Hello Luc.

Hi Gilles,


> [...]
[...]

<side rant>Historically, we did not care about thread-safety at all
in [math], assuming the standard use case was *always* going to be
one instance per thread.  The statistics aggregators are an example
where multithreaded access makes sense, but this is much more the
exception than the rule in [math]. I would really like to get clear on which classes really need to be threadsafe themselves rather than
blindly assuming that all do and insisting that everything be
immutable so that we don't have to think about how to make things
threadsafe.</side rant>


We would be more able to advance if we consider that "threadsafe
and "immutable" are _not_ interchangeable.

We have seen (in Commons Math also) that immutability can provide
thread-safety in a cheap way.

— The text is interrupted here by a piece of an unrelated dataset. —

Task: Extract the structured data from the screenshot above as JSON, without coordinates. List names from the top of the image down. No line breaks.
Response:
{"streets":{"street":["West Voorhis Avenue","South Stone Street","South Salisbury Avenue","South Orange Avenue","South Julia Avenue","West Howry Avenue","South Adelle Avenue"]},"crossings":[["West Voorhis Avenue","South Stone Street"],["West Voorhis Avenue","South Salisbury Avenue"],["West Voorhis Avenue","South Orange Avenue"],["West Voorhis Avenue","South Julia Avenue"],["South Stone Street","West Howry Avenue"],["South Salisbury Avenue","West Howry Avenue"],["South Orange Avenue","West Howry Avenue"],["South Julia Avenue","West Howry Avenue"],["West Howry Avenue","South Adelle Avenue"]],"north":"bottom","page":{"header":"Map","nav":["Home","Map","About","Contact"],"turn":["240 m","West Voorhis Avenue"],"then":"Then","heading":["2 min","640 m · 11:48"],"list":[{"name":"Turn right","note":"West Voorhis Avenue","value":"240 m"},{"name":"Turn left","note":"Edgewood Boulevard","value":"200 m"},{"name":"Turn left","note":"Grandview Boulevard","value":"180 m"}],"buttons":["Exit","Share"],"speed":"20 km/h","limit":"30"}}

Immutability is mostly easy to
implement when an object's fields are initialized with data that is
guaranteed to not be held by another object, and whose accessors
will forbid modification.

Immutability is not used only for thread safety.

It is an interesting property even for single threaded applications and more so for applications that are built from several layers developed by
different teams (which is obviously the case for  [math] as we only
develop the lowest layer.

Without immutability, developers at upper levels do not only have to
know the API, they also have to known the gory details of *all*
underlying levels and how the manage their input. Otherwise, they need
to perform copies by themselves for defensive programming, and often
forget to do so.

You don't have to convince me that immutability is a nice feature; I try
to have it everywhere I can. :-)
But by actually trying to have it _in the context the fluent API paradigm_ I discovered the hard way that it is not always nice (hence this thread).

Looking on the web about fluent API, most design/usage/examples do not
provide immutability: the primary purpose of "fluent" is to chain
on-the-fly modifications of an object's properties. [This is the complete
opposite of immutability!]

Then you can mitigate that by having a helper class (aka "builder") that is mutable, will collect all the changes, and then create an immutable instance
of the "interesting" class).
Again, this is a nice trick, but does not get along well with class
hierarchies (cf. a question I asked before in this thread: How to combine
the builders for all the levels of hierarchy?).
One solution is to duplicate all setter "withXxx" methods at all levels of the hierarchy: huge duplication and plenty of potential copy/paste bugs.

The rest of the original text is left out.